It is also interesting to point out that many of the "simple" C Runtime Library functions are implemented by Microsoft's (and other vendors') compiler as intrinsic functions, with special handling. This means that they can be highly optimized. Basically, the relevant object code is emitted inline, directly in your application's binary, avoiding the need for a potentially expensive function call. Allowing the compiler to generate inlined code for something like strlen, that gets called all the time, will almost undoubtedly lead to better performance than having to pay the cost of a function call to one of the exported Windows APIs. There is no way for the compiler to "inline" lstrlen; it gets called just like any other function. This gets you back to the classic tradeoff between speed and size. Sometimes a smaller binary is faster, but sometimes it's not. Not having to link the CRT will produce a smaller binary, since it uses function calls rather than inline implementations, but probably won't produce faster code in the general case.

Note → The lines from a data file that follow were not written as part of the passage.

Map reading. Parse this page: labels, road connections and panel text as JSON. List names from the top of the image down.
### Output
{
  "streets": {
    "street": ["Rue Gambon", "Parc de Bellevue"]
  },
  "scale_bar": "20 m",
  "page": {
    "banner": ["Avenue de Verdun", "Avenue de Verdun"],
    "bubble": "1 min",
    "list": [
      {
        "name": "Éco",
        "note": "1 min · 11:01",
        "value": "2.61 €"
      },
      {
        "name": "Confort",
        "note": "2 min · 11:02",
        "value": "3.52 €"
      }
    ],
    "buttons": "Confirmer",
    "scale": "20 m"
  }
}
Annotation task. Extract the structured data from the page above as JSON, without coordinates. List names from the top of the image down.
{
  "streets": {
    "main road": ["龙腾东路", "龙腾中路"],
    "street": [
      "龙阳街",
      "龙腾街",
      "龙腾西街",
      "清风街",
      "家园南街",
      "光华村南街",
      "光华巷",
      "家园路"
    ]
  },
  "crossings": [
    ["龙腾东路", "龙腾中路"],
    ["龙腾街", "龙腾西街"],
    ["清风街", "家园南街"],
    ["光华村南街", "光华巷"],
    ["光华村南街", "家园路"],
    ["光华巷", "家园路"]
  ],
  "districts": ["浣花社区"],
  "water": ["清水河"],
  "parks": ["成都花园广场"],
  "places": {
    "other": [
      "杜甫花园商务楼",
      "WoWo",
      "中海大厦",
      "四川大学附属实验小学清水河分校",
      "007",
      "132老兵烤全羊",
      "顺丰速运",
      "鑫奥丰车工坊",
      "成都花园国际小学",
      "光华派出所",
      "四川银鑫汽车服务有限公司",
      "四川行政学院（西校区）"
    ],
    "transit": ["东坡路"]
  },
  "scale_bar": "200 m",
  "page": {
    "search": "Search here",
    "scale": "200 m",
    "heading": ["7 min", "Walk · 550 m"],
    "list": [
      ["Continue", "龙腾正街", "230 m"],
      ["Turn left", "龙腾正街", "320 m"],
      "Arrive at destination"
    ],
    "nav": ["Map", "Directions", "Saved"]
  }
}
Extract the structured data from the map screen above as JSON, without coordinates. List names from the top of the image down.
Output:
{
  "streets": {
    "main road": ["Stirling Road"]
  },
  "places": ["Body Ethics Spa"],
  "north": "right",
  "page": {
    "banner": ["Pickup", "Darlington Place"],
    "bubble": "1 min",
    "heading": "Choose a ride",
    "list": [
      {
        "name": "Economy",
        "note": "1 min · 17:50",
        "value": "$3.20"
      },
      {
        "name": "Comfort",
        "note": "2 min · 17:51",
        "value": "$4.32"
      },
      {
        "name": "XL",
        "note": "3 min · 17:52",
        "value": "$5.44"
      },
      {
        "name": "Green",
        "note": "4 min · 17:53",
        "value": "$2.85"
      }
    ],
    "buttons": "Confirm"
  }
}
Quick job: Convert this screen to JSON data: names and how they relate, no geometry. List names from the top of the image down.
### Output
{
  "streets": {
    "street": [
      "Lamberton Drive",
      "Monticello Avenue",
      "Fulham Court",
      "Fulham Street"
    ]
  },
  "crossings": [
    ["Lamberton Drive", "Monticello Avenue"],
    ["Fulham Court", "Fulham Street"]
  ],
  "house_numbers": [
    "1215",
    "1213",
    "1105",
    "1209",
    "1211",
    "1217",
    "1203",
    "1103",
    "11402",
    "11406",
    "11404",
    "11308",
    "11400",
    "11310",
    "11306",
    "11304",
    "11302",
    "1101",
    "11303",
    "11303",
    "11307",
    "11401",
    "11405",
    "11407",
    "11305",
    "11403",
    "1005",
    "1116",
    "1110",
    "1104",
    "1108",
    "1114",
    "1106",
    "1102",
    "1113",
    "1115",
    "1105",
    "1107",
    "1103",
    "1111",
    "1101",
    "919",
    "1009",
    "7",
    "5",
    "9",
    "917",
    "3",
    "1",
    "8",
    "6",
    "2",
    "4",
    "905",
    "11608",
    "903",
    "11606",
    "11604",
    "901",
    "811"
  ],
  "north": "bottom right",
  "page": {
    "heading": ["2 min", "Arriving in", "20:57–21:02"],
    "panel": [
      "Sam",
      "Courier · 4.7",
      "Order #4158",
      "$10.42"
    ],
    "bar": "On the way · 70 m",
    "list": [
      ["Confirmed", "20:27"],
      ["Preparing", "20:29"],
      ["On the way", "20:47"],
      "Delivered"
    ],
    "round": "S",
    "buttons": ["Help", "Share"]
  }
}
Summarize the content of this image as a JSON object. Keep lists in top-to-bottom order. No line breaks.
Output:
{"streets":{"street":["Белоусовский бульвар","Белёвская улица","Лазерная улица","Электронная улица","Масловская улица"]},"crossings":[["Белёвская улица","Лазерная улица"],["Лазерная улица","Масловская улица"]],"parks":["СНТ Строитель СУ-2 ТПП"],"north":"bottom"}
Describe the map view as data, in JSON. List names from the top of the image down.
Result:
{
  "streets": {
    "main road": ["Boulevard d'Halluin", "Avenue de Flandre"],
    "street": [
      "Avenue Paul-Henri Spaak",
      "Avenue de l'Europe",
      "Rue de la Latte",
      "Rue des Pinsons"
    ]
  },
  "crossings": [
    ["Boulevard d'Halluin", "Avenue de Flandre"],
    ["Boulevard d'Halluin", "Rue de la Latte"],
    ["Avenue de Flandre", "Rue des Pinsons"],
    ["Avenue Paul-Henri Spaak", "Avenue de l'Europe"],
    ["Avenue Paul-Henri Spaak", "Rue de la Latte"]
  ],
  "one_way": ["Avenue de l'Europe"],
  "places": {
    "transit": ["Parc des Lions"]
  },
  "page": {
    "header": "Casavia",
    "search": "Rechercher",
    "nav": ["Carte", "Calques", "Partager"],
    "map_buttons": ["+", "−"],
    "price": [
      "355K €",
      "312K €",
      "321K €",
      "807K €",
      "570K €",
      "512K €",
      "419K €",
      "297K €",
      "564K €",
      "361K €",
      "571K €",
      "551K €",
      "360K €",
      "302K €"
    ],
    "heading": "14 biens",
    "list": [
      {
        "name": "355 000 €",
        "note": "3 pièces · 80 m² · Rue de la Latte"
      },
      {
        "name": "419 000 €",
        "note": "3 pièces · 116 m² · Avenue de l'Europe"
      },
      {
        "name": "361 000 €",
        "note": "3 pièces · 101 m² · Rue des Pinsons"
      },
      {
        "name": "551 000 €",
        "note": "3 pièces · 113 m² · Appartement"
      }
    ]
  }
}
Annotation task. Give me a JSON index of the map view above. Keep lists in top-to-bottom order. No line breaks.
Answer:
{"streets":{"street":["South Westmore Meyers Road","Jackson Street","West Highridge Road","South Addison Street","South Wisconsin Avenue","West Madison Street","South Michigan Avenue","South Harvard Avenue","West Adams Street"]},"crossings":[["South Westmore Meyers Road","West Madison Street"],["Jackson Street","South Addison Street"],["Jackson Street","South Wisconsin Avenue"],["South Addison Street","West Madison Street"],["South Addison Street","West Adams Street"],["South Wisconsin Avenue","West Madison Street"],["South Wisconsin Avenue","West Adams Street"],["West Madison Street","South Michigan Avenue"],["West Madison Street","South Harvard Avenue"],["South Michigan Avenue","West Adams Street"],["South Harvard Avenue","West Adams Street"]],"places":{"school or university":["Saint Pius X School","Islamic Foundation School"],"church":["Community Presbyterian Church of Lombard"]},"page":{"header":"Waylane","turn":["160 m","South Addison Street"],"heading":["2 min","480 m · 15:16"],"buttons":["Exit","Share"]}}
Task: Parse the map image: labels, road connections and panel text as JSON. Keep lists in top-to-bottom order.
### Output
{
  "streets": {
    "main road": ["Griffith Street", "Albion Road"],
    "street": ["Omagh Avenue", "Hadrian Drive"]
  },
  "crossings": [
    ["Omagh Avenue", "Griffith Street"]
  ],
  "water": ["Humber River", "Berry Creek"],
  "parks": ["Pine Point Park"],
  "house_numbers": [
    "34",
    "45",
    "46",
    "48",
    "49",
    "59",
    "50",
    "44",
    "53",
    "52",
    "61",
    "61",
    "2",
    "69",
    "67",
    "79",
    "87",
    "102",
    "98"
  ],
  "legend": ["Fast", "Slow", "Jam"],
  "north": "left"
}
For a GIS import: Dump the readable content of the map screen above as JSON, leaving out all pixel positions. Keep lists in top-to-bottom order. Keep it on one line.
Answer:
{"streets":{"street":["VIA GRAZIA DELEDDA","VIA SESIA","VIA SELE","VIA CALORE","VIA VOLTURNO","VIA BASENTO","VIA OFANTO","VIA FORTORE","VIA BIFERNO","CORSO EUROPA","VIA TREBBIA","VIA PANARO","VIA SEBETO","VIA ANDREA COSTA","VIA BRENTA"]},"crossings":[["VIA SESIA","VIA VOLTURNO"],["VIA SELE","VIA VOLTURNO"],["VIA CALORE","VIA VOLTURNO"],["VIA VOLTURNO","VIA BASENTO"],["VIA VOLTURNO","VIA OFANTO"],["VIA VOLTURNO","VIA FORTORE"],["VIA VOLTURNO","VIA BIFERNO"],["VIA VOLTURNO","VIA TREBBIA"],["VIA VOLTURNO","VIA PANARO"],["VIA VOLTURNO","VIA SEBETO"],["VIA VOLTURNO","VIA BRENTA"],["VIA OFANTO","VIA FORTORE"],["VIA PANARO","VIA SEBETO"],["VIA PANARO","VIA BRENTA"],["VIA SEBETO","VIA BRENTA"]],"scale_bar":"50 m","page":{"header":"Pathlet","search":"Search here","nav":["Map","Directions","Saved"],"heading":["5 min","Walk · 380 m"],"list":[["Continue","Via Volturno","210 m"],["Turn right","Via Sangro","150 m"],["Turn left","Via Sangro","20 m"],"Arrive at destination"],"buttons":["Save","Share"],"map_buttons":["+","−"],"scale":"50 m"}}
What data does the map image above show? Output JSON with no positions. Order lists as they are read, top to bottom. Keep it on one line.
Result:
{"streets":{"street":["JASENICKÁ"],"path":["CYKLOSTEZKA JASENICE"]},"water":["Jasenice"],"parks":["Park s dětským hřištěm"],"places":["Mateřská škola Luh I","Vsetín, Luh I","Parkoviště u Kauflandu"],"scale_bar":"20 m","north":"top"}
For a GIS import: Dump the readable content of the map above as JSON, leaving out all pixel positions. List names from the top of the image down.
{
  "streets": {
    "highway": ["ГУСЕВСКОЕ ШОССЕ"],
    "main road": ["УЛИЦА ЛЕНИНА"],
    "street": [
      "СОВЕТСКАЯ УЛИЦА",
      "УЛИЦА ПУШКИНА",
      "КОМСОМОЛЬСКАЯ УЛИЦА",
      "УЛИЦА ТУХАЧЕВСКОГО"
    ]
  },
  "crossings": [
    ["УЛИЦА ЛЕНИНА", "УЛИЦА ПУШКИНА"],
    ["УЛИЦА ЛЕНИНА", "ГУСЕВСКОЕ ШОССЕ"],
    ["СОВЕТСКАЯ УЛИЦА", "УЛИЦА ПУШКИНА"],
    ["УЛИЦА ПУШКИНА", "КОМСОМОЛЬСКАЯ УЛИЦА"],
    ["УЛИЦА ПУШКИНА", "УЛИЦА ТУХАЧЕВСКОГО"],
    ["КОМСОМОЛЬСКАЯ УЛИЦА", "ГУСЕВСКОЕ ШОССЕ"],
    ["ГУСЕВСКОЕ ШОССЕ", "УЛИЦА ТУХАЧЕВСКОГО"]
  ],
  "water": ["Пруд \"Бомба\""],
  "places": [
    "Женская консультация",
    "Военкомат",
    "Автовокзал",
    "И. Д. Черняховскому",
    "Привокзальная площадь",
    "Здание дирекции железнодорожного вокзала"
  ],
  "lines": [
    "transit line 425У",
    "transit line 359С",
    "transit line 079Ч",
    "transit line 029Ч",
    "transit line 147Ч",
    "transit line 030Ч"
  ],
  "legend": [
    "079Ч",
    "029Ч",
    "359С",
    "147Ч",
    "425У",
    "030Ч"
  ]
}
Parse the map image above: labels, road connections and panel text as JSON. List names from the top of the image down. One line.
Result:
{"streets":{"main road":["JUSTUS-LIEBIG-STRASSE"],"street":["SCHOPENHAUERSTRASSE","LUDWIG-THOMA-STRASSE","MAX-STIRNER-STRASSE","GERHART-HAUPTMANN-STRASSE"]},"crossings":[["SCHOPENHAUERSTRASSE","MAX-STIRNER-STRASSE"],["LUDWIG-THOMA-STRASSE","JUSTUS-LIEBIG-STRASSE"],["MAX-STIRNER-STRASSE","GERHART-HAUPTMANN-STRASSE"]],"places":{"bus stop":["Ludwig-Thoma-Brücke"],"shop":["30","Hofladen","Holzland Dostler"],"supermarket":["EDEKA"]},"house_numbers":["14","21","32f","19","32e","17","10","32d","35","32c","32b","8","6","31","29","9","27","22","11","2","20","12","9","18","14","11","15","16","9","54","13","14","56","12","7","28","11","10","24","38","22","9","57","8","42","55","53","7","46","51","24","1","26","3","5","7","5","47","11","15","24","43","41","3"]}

* However, you really should be linking to the C Runtime Library bundled with your compiler, for a variety of reasons, not the least of which is security updates that can be distributed to all versions of the operating system via updated versions of the runtime libraries. You have to have a really good reason not to use the CRT, such as if you are trying to build the world's smallest executable. And not having these functions available will only be the first of your hurdles. The CRT handles a lot of stuff for you that you don't normally even have to think about, like getting the process up and running, setting up a standard C or C++ environment, parsing the command line arguments, running static initializers, implementing constructors and destructors (if you're writing C++), supporting structured exception handling (SEH, which is used for C++ exceptions, too) and so on. I have gotten a simple C app to compile without a dependency on the CRT, but it took quite a bit of fiddling, and I certainly wouldn't recommend it for anything remotely serious. Matthew Wilson wrote an article a long time ago about Avoiding the Visual C++ Runtime Library. It is largely out of date, because it focuses on the Visual C++ 6 development environment, but a lot of the big picture stuff is still relevant. Matt Pietrek wrote an article about this in the Microsoft Journal a long while ago, too. The title was "Under the Hood: Reduce EXE and DLL Size with LIBCTINY.LIB". A copy can still be found on MSDN and, in case that becomes inaccessible during one of Microsoft's reorganizations, on the Wayback Machine. (Hat tip to IInspectable and Gertjan Brouwer for digging up the links!)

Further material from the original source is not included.